Der Krise wohnt ein Zauber inne

Knapp vier Wochen sitze ich nun schon ein – in der JVA „Home Office“. Es fühlt sich so an, als sei ich in eine völlig neue Lebensphase eingetreten. So eine Art Verrentung, allerdings mit der Pflicht zum Weiterarbeiten. Die Tage sind anders, selbst die Nächte fühlen sich irgendwie fremd an. Und das alles bürde ich mir auf, um mich und die Angehörigen vor einem abstrakten Feind zu schützen – dem Corona-Virus. Niemand hat den Feind bisher gesehen. Er erscheint hier und da in Fernsehbildern, verbirgt sich womöglich hinter Atemschutzmasken, unsichtbar und heimtückisch auf Flächen, die zuvor von Infizierten berührt wurden. COVID-19, die Reality-Horrorshow!

Haben Sie dieser Tage die Sterne gesehen? Die Venus, die so hell wie selten am abendlichen Himmel erstrahlt? Den Supermond, der diese Woche so hell leuchtend am Frühlingshimmel stand, als wolle er sogleich als glühender Feuerball in die Erdatmosphäre eintreten?

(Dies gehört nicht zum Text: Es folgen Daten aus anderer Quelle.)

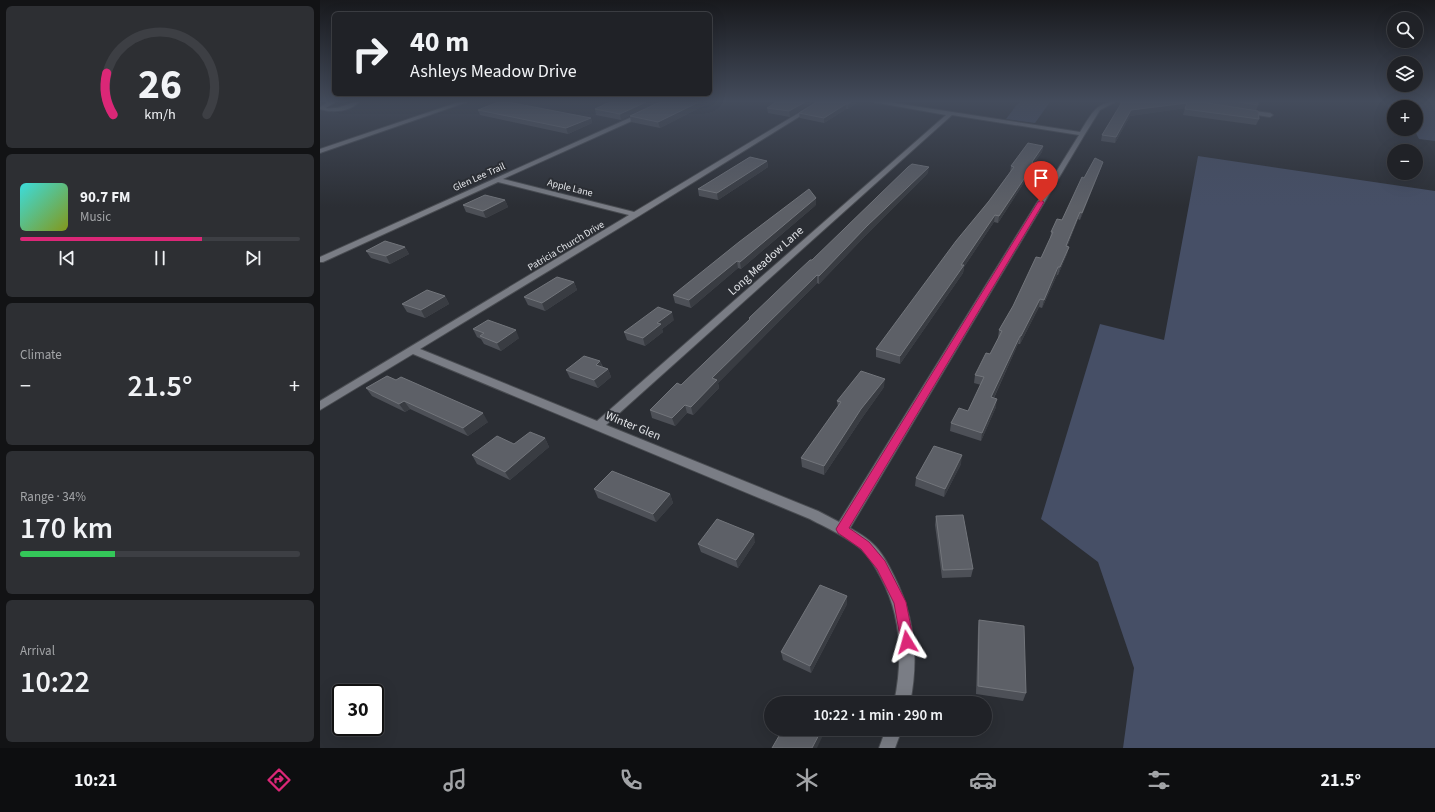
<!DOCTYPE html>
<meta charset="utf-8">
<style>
:root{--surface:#202227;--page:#2d2f33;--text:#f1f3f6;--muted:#a2a4a7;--line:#3d3f44;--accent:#db2777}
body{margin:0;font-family:"Source Sans 3",sans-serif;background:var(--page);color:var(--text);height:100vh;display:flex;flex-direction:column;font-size:15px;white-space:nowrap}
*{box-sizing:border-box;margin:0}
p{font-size:13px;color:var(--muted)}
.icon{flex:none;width:22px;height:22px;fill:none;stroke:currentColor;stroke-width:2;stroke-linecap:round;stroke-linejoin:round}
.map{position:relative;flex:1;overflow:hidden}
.drawer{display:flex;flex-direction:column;gap:6px;padding:6px;background:#121315;width:320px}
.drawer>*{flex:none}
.banner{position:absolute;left:12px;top:12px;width:380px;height:84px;border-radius:6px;box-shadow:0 4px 16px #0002,0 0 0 1px var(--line);background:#202227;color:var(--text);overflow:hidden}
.tools{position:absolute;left:1067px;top:12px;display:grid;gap:8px}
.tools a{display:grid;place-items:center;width:36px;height:36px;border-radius:50%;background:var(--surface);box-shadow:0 4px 16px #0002,0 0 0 1px var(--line);font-size:20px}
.speed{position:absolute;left:12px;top:684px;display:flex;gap:8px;font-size:20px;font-weight:700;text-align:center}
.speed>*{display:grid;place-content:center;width:52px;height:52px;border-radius:50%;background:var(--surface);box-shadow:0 4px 16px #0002,0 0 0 1px var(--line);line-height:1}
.speed .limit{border:2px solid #111;border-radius:6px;background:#fff;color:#111}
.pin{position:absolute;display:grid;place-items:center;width:34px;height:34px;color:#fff;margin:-41px -17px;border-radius:50% 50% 50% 0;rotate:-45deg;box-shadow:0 0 4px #0007}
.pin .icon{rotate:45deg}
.me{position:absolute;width:44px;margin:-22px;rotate:352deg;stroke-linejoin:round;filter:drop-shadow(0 0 3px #0008)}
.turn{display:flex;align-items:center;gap:14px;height:84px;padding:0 12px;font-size:18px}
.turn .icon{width:52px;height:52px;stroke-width:2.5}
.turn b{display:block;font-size:28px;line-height:34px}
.big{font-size:30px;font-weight:600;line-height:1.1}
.drawer .card{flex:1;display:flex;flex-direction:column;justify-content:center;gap:6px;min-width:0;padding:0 14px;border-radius:6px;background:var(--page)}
.drawer .dial{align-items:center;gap:0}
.dial svg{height:104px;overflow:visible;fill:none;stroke:var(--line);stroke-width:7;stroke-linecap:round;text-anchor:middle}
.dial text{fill:var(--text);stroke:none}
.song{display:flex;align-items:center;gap:12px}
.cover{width:48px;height:48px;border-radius:6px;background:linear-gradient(135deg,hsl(180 70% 55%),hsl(70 70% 35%))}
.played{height:4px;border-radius:2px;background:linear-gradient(90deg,var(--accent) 65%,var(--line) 65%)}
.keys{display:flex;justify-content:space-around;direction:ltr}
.heat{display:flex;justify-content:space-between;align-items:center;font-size:22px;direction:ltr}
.charge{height:6px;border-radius:3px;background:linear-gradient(90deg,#34c759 34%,var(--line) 0)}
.trip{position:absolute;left:444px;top:696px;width:228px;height:40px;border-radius:20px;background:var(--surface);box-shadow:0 4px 16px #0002,0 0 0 1px var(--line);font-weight:600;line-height:40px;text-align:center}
.menu{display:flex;height:64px;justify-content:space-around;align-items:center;background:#0d0e10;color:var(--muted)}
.menu .icon{width:28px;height:28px}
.menu .current{color:var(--accent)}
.menu b{font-size:18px;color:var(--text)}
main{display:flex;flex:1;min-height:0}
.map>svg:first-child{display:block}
.green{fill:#464f66}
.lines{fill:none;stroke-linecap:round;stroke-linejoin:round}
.street-casing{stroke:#494c51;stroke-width:2}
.secondary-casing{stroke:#494c51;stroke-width:2}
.street{fill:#7a7d85;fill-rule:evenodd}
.secondary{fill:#7a7d85;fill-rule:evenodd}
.wall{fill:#4d5057}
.shaded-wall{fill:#393c42}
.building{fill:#5d6067;stroke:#72757b}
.route{fill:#db2777;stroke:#8e194d}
.labels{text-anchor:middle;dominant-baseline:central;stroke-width:4;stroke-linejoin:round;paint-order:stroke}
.far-street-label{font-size:10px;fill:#e3e5e9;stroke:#2b2e34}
.street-label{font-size:12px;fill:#e3e5e9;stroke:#2b2e34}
</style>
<main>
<section class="drawer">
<div class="card dial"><svg viewBox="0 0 100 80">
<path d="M14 69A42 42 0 1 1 86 69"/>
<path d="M14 69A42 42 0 0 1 9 37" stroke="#db2777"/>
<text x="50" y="56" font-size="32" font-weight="700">26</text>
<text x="50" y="72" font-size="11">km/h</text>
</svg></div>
<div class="card">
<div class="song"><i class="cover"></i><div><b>90.7 FM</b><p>Music</p></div></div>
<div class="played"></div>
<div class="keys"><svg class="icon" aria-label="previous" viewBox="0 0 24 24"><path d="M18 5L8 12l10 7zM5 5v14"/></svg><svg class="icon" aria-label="pause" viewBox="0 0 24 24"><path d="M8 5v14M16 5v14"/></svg><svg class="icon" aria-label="next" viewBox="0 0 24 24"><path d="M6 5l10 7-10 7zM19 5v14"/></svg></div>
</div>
<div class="card"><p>Climate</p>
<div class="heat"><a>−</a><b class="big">21.5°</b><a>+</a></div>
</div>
<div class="card"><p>Range · 34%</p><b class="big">170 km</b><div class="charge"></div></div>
<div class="card"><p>Arrival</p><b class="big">10:22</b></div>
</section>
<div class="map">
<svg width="1115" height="748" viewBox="0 0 1115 748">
<rect width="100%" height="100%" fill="#2b2e34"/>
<path class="green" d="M699,102H730L715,123L686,119Z
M1066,102H1115V141L1099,139L1094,129H1096V107H1074V111L1069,109Z
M878,156L1115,191V748H803L814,668L778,562L721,519L780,324L844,340Z"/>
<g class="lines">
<g class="street-casing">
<path id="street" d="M8,102H15L6,108C22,110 27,102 39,102C29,112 13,113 0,109V107Z
M497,102H503L319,216L100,349L277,421L626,115L553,102H568L760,132C770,117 775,102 795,102L780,110L765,134L530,528C537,532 546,537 552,543C562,552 568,564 574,576C595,617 599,658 590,703H574C583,660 582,617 561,578C556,568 550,558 542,550C527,537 507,528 490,519L93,354L0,410V401L309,215L178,182L3,262H0V257L323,112L325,113V115L183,179L314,212ZM632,115L759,135L519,522L498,511L286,425Z
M926,110L950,113L953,115L950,117L924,113V111Z
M566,729H582L575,748H559Z"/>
</g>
<g class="secondary-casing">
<path id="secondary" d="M139,102H147L0,153V149Z"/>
</g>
<use href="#street" class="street"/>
<use href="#secondary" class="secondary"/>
</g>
<path class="wall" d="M290,102H339L301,120L276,115L275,109Z
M340,102H391L340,128L311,122L310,116Z
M456,102H493L470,117L448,113L447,108Z
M497,102H538L528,109H526L504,123L480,118L479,113Z
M797,102H938V105L936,111L939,119L936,125L863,115L865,108L810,116L795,143L781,141L782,135L801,104Z
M158,110L271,118L272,123L248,134L160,115Z
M723,146L722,152L712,166L710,173L678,223L674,222L644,267L643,273L580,364L556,357V349L669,201L690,172L691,166Z
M447,161L448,167L398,200L379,196L378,189Z
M783,162L781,168L760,220L758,219L747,247H749L747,254L738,275H737L722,308L719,307L700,344H698L674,398L676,407L661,441L630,431L631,423L648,411L661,385L654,383L655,375L670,354L679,338H678L679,330L721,258L730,239L731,232L742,220L764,178Z
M608,173L548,233L499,284L497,283L398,383L399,388L373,415L367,413L355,426L332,418L330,410L361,385L429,320V318L492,260Z
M185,200L188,207L166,218L146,212L143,205Z
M496,205L421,269L418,268L371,308L355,303L353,295Z
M85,247L89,254L70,264L51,258L46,251Z
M254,282L257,290L225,311L208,305L204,297Z
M125,296L129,304L105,318L87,312L82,304Z
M354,320L342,329L343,332L325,346L307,340L304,332Z
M153,329L199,338L181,351L164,344L161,339L157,337Z
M280,361L283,367L288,369L291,377L278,388L250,378L246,370Z
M564,387L542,418L504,475L482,467L481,458L518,407L517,401Z
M46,388L168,422L148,436L90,409L85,412L52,396Z
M225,438L229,447L190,480L157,464L152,455Z
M641,464L624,497L595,486L596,478Z
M274,489L350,494L353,503L336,522L278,498Z
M616,516L653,569L651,577L622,578L615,525Z
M435,542L418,568L381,552L378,544Z
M527,604L491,673L463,660L461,652Z
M659,620L706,693L703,701L656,694L658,628Z"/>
<path class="shaded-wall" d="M326,102H339L301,120L300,114Z
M379,102H391L340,128L338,122Z
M485,102H493L470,117L469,111Z
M531,102H538L528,109V104Z
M867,103L865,108L810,116L795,143L796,137L811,110Z
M526,104V109L504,123V118Z
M271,118L272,123L248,134L246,128Z
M723,146L722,152L712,166L710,173L678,223L679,216L710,167L712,162Z
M447,161L448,167L398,200L397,193Z
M783,162L781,168L760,220L762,213Z
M609,167L608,173L548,233L499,284V276L547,226Z
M496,198V205L421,269L420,262Z
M185,200L188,207L166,218L163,211Z
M760,212L758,219L744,254L746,246Z
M675,215L674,222L644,267L643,273L580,364V356Z
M85,247L89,254L70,264L66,256Z
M749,247L747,254L738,275L740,267Z
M417,261L418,268L371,308L369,300Z
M738,267L737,275L722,308L724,300Z
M497,275V283L398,383L399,388L373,415L371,407L392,378Z
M254,282L257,290L225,311L222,303Z
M125,296L129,304L105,318L101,310Z
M720,299L719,307L700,344L701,336Z
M352,312L354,320L342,329L343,332L325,346L323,338L337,323Z
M196,330L199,338L181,351L177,343Z
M700,336L698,344L670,406L671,397Z
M280,361L283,369L276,365Z
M288,369L291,377L278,388L274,380Z
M565,379L564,387L542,418L504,475V466L541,409Z
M677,399L676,407L661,441L662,433Z
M84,401L90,409L85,412L79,404Z
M365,405L367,413L355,426L352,418Z
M163,413L168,422L148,436L143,428Z
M225,438L229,447L190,480L185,472Z
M642,455L641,464L624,497L625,489Z
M350,494L353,503L336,522L333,514Z
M434,534L435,542L418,568L416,560Z
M527,596V604L491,673L490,666Z
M502,729H506L497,748H492Z"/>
<path class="building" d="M178,102H188L271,118L246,128L158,110Z
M290,102H326L300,114L275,109Z
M340,102H379L338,122L310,116Z
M456,102H485L469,111L447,108Z
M497,102H531L528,104H526L504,118L479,113Z
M802,102H881L938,111L939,119L865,109L867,103L811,110L796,137L782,135Z
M918,102H938V105Z
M708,143L723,146L712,162H713L710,167H712L679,216L675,215L641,265H644L580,356L556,349L636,241L669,201L694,167L691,166Z
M430,157L447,161L397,193L378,189Z
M775,158L783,162L762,213L760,212L746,246L749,247L740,267H738L724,300L720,299L701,336H700L671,397L677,399L662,433L631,423L639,408L648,411L664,377L655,375L666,353L670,354L682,331L679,330L693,306L716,257L721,258L733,232H731L737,219L742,220L762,177L764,178Z
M592,164L609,167L547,226L499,276L497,275L392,378L397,380L371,407L365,405L352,418L330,410L357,383L361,385L430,319L429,318L474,275L490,260H492L588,167Z
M489,189L496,198L420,262L417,261L369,300L353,295L419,242Z
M165,195L185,200L163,211L143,205Z
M65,241L85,247L66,256L46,251Z
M237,277L254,282L222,303L204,297Z
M107,290L125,296L101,310L82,304Z
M338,307L352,312L337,323L341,324L323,338L304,332Z
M168,320L196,330L177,343L160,336L164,333L153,329Z
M264,356L280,361L276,365L288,369L274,380L246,370Z
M541,371L565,379L541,409L504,466L481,458L521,402L517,401Z
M67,376L76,380L81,377L163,413L143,428L84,401L79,404L46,388Z
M210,432L225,438L185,472L152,455L177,436L194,444Z
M614,446L642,455L625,489L596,478Z
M292,471L350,494L333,514L274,489Z
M643,515L653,569L623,570L616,516Z
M397,519L434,534L416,560L378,544Z
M500,585L527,596L490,666L461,652Z
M659,620L704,626L706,693L658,686Z
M479,700L485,703H478Z
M463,729H502L492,748H452Z"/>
<linearGradient id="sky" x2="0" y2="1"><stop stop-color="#18191d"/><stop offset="0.49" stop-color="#444c5c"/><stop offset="1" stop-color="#444c5c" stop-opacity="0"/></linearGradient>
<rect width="1115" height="207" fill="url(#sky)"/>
<path class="route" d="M721,200L724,202L529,528L549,542L565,561L586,602L594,642L592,646L587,648L582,646L581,642L574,603L557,569L541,549L518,533L516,529L718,202Z"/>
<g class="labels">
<g class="far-street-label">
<text transform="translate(159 177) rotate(-24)">Glen Lee Trail</text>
<text transform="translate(250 188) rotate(14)">Apple Lane</text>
<text transform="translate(246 246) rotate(-31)">Patricia Church Drive</text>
</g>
<g class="street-label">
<text transform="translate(446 261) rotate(-42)">Long Meadow Lane</text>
<text transform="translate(313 426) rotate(22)">Winter Glen</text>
</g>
</g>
</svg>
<div class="tools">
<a><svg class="icon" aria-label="search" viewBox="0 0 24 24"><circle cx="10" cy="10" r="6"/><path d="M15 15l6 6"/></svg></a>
<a><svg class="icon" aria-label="layers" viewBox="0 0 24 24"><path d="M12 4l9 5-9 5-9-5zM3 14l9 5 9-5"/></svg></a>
<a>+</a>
<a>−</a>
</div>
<div class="speed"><div class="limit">30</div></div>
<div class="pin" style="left:721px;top:202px;background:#d93025"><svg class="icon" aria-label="arrive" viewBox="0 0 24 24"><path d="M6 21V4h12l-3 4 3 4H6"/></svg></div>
<svg class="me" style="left:587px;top:642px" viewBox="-20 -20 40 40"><path d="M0-17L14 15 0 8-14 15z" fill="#db2777" stroke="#fff" stroke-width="4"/></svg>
<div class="trip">10:22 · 1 min · 290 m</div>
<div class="banner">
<div class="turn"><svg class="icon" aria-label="right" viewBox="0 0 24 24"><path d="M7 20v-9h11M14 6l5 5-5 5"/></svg><div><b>40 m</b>Ashleys Meadow Drive</div></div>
</div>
</div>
</main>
<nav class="menu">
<b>10:21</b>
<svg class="icon current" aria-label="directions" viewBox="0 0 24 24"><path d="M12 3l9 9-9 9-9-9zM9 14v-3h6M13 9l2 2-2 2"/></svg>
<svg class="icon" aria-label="music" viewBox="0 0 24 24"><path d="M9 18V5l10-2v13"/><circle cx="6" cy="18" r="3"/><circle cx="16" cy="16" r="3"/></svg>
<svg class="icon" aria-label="phone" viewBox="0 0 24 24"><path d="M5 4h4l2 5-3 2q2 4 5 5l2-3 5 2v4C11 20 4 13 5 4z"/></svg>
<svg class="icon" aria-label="climate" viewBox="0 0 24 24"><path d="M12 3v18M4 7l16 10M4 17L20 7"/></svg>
<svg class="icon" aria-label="car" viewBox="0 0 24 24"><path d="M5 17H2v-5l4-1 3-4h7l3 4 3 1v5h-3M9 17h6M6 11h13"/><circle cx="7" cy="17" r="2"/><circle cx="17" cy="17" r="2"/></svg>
<svg class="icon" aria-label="filters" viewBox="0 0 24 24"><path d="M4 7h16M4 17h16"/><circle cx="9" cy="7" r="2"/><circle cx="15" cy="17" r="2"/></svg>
<b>21.5°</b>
</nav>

Ablenkung ist wichtig. Und ich habe in dieser Reality-Horrorshow festgestellt, dass ich für diese Ablenkung gar nicht zwanghaft selbst sorgen musste. Im Gegenteil: Wie eine Art Schutzmechanismus meiner Seele wurde ich automatisch auf die schönen Dinge aufmerksam, die ich sonst im faden Trott des Alltags glatt übersehe. Nie käme ich in der Hektik einer “normalen” Arbeitswoche auf die Idee, einen Spaziergang nach Einbruch der Dunkelheit zu machen, nur um dabei wie ein kleines Kind den Nachthimmel zu bestaunen. Das hat Corona gemacht.

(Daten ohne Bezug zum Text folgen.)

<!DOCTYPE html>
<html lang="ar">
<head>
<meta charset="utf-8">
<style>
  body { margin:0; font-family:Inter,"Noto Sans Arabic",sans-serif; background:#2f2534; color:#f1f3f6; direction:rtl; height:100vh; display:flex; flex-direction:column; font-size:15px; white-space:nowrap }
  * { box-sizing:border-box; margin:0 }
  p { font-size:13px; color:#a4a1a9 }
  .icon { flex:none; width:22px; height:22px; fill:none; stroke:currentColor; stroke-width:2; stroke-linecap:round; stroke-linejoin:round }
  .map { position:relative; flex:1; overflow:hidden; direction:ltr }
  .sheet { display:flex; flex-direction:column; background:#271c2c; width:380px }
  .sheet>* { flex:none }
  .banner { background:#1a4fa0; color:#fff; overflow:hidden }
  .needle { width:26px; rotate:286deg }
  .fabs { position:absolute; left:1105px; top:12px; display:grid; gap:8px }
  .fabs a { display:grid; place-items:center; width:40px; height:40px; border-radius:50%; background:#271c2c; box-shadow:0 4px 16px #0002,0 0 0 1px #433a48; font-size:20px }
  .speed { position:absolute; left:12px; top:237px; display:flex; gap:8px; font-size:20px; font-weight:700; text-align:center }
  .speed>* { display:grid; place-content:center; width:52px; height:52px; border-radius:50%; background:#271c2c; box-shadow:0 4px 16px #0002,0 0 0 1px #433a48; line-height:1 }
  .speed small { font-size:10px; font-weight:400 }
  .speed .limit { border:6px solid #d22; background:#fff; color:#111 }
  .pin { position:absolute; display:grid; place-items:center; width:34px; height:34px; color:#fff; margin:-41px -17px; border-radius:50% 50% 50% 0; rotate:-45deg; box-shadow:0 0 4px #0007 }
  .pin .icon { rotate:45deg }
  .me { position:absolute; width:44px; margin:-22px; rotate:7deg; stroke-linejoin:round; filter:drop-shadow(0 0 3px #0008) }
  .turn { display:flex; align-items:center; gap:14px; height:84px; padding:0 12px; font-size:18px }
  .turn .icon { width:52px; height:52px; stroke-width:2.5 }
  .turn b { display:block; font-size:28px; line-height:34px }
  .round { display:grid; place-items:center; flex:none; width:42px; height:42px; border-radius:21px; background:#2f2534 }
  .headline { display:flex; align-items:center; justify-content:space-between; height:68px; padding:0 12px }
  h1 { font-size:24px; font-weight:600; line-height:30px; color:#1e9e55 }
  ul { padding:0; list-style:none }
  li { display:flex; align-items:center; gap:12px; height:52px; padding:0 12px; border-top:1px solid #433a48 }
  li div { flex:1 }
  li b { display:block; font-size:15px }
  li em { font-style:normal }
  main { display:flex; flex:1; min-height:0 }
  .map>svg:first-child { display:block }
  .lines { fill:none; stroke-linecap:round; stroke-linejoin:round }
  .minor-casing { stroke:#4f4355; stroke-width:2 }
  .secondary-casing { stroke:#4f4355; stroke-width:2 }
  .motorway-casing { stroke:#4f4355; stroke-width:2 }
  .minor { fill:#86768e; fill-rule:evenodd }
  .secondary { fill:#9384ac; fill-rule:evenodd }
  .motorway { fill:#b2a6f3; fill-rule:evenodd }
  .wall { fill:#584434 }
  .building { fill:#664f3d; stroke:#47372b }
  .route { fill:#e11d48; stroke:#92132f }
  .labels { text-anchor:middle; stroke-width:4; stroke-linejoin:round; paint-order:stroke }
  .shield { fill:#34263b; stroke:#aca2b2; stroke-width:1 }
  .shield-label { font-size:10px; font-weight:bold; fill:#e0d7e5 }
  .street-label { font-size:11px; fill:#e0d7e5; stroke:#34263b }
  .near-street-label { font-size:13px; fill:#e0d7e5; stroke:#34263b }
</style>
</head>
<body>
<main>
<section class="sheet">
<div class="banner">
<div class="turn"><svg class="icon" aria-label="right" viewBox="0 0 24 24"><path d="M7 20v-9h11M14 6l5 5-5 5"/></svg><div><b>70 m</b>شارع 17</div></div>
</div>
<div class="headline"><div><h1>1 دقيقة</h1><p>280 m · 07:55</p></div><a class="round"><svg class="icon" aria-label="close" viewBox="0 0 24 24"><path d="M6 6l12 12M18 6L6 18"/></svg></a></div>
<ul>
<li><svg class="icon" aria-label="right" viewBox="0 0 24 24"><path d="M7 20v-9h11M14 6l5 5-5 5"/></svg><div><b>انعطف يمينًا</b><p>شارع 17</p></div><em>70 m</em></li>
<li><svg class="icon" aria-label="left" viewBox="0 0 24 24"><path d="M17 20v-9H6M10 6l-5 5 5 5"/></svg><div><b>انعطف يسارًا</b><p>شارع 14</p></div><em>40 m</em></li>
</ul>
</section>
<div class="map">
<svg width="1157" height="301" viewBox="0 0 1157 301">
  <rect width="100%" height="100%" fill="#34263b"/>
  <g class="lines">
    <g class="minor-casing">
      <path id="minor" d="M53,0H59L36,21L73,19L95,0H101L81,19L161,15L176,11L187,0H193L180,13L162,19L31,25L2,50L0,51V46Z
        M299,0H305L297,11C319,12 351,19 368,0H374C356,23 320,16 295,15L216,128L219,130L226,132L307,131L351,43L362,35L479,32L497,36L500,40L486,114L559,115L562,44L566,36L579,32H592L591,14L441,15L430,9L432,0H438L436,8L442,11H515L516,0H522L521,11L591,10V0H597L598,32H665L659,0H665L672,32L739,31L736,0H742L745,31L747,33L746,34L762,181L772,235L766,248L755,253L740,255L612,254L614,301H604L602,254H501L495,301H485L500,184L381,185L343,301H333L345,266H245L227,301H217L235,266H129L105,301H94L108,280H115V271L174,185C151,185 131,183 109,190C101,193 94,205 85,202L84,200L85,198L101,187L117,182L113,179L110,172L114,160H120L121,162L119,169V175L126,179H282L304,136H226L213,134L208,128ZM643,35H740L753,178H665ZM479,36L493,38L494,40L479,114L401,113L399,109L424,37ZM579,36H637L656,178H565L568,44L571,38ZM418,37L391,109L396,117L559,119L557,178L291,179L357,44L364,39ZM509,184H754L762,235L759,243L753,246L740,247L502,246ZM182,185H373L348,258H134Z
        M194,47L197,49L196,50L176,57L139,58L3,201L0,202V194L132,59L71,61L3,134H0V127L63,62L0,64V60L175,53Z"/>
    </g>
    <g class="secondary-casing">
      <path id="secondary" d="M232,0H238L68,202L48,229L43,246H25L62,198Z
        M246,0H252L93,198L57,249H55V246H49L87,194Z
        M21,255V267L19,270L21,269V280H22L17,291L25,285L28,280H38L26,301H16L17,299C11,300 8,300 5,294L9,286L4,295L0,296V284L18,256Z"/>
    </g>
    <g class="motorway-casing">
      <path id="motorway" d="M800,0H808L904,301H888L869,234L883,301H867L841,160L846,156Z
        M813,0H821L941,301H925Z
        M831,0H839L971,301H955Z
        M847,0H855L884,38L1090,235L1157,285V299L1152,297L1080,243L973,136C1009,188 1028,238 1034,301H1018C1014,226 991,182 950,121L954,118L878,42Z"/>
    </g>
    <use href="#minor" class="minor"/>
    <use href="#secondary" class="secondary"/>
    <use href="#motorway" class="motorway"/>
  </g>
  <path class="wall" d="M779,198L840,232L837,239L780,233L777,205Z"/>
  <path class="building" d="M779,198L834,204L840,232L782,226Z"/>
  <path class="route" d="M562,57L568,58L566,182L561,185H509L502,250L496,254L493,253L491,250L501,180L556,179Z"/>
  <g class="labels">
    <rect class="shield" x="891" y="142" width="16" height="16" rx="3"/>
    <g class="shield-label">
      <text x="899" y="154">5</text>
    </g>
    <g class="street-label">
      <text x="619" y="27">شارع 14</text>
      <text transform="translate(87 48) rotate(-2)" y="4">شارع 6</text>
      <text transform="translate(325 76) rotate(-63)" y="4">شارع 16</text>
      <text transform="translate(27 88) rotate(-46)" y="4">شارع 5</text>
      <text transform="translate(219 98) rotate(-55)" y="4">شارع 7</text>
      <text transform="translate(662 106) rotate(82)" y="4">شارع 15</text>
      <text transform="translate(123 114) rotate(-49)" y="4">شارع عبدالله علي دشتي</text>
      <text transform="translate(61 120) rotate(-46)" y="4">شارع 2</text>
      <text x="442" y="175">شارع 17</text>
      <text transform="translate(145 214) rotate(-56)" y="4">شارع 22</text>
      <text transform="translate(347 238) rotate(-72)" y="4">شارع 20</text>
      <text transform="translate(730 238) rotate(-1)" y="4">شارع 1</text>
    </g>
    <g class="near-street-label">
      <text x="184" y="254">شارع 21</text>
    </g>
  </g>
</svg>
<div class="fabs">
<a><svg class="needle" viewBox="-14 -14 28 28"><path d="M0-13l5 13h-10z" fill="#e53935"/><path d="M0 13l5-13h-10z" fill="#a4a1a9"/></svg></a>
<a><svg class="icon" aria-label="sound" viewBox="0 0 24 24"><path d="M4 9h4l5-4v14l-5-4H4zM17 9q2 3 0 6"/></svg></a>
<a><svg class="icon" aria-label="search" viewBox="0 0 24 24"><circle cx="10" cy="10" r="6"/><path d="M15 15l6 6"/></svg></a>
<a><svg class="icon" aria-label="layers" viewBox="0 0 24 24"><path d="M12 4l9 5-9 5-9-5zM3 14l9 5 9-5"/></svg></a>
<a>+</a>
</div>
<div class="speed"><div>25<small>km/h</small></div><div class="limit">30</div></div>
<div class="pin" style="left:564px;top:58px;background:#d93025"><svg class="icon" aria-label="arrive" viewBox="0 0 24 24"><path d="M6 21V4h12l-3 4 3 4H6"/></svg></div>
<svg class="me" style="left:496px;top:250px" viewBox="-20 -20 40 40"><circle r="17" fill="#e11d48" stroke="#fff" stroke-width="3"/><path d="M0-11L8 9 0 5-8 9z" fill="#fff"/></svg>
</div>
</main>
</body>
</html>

Inzwischen entfliehe ich – dank des beständig klaren Wetters – beinahe täglich nach der Arbeit im heimischen Büro in die Dunkelheit der klaren Nacht und beobachte die Sterne. Das markante Sternbild Orion kenne ich noch aus der Kindheit. Aber was dort noch für andere teils exotische Sternbilder am Firmament zu finden sind, habe ich dank einer Augmented Reality App auf meinem Smartphone gelernt. Dort kann man einzelne Sterne anklicken und mehr über sie erfahren. Neulich habe ich da draußen in der schützenden Dunkelheit unserer Kleingartenanlage so viel Zeit damit verbracht, den Nachthimmel zu bestaunen und die Namen und Hintergründe der einzelnen Sterne als Wissen wie ein Schwamm in mich aufzusaugen, dass es fast Mitternacht wurde, bis ich wieder zuhause ankam. Es war wunderschön.

Super, der Supermond!

Das Glück im Unglück festhalten

Wir tun gut daran, in dieser Krise, die unser Leben nachhaltig verändern wird, nicht nur die unabänderlichen Bürden würdevoll zu ertragen. Vielmehr sollten wir nach dem kleinen Glücksmomenten wie diesen suchen und sie in unserer Erinnerung festhalten. Und das kann natürlich für jeden etwas anderes sein. Manche bauen, um dem quälenden Lagerkoller zu entfliehen, ihre Wohnung um. Andere werden von Kunstbanausen zu begnadeten Malern. Wieder andere kochen sich durch Gourmet-Rezeptbücher, obwohl sie vor vier Wochen noch Stammkunde bei McDonalds waren. Diese Krise wollte niemand und alle wollen, dass sie schnell verschwindet. Doch die Zeit, bis es soweit ist, kann sich jeder für sich selbst mit schönen, zauberhaften Dingen füllen. Ich werde heute nacht wieder nach den Sternen sehen. Was haben Sie vor?

Ich wünsche all meinen Leserinnen und Lesern frohe Ostern und bleiben Sie gesund!